20 - Nicolas Drago

141 5 0
                                    

Cuando el tren se detuvo en la estación de Zyl, Iván observó que el viento se había encargado de abreviar el nombre de la ciudad: al cartel solo le quedaba la letra Z. En la estación había una oficina de correos que parecía cerrada, un reloj de hierro detenido para siempre en las nueve y cuarto, y cinco grandes cubos de cemento, pintados como dados, que servían como bancos. Su abuelo lo esperaba en el andén. Un paraguas amarillo lo protegía de la llovizna. Nicolás Dragó lo estudió con sus anteojos de cristales redondos hasta que estuvo seguro de que era su nieto. Entonces se acercó a abrazarlo. Era evidente que no tenía práctica en abrazos, porque sus gestos eran ligeramente exagerados, como si copiara una escena vista en una película.

—Bienvenido -Miró con tristeza la guía que Iván sostenía en la mano.

—Nunca les creas a las guías. Saben mucho del espacio y poco del tiempo.

Iván y su abuelo avanzaron por una avenida desierta. El polvo había sepultado las rayuelas que decoraban el piso, pero ahora la llovizna hacía reaparecer con timidez un número siete y algún resto de amarillo.
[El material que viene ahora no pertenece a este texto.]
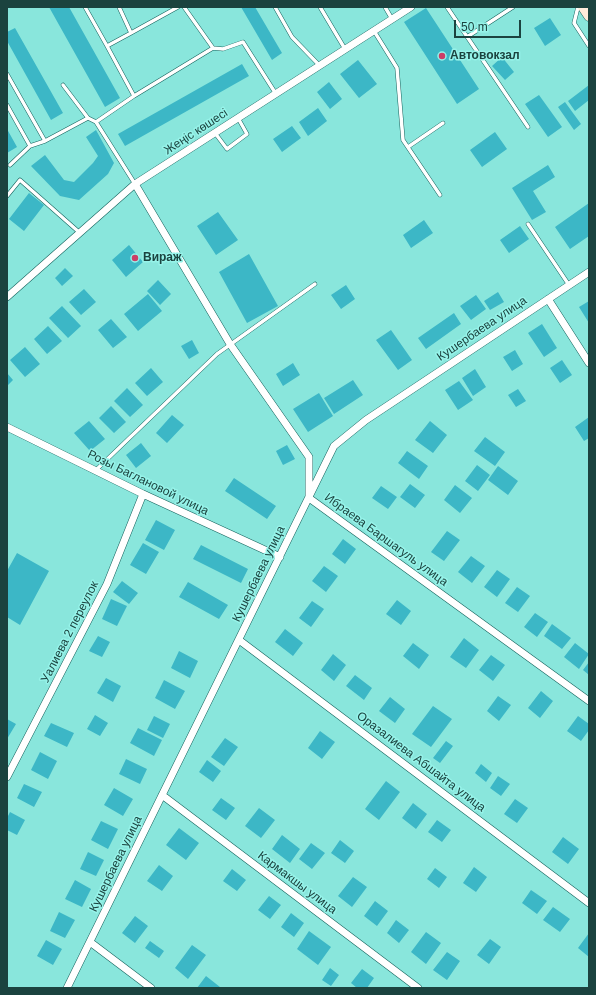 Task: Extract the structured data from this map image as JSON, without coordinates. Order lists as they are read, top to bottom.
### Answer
{
  "streets": {
    "street": [
      "Жеңіс көшесі",
      "Кушербаева улица",
      "Розы Баглановой улица",
      "Ибраева Баршагуль улица",
      "Уалиева 2 переулок",
      "Оразалиева Абшайта улица",
      "Кармакшы улица"
    ]
  },
  "crossings": [
    ["Жеңіс көшесі", "Ибраева Баршагуль улица"],
    ["Кушербаева улица", "Розы Баглановой улица"],
    ["Кушербаева улица", "Ибраева Баршагуль улица"],
    ["Кушербаева улица", "Оразалиева Абшайта улица"],
    ["Кушербаева улица", "Кармакшы улица"],
    ["Розы Баглановой улица", "Уалиева 2 переулок"]
  ],
  "places": ["Автовокзал", "Вираж"],
  "scale_bar": "50 m"
}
Las casas, antes pintadas de colores brillantes, lucían desteñidas y abandonadas.

—¿Nadie vive aquí? —preguntó Iván.

—La gente aparece de a poco. Esta zona es una de las más despobladas, pero ya verás que no todo está tan falto de vida.

—Es cierto —dijo Iván y saludó con la mano a un chico que levantaba la suya. Un poco más lejos había una mujer con una bolsa del mercado. Iván esperó que el chico bajara la mano y que la mujer siguiera caminando, pero los dos estaban inmóviles.

—¿Adónde vas? Mi casa es por aquí —trató de distraerlo su abuelo. Pero Iván ya corría hacia las dos figuras, que no tenían apuro por alejarse. Eran siluetas de madera pintada. La lluvia de los últimos años casi les había borrado los rasgos de la cara. Su abuelo le explicó:

—Las hicimos hace mucho tiempo, para los pasajeros del tren. No queríamos que vieran el pueblo vacío. Teníamos unos cuantos: un policía, un granjero, una mujer que paseaba un perro. Había una chica con paraguas, para mostrar en los días de lluvia. Los cambiábamos de lugar cada vez que llegaba el tren, para que los pasajeros no se dieran cuenta del truco. Pero al final nos cansamos y los dejamos ahí. La mayoría se estropeó. Estos dos son los últimos que siguen en pie. La casa de Nicolás Dragó era como el cuarto de un niño que se hubiera expandido por corredores, salones y escaleras. En muchos meses nadie había puesto orden, y el suelo estaba lleno de astillas de madera, pinceles que ya no servían y tubos de pintura vacíos. El abuelo apartó de la mesa las piezas de un rompecabezas que estaba pintando y estiró un mantel a cuadros generoso en manchas y remiendos. Luego llevó a la mesa una botella de vino, otra de agua y una fuente con tallarines.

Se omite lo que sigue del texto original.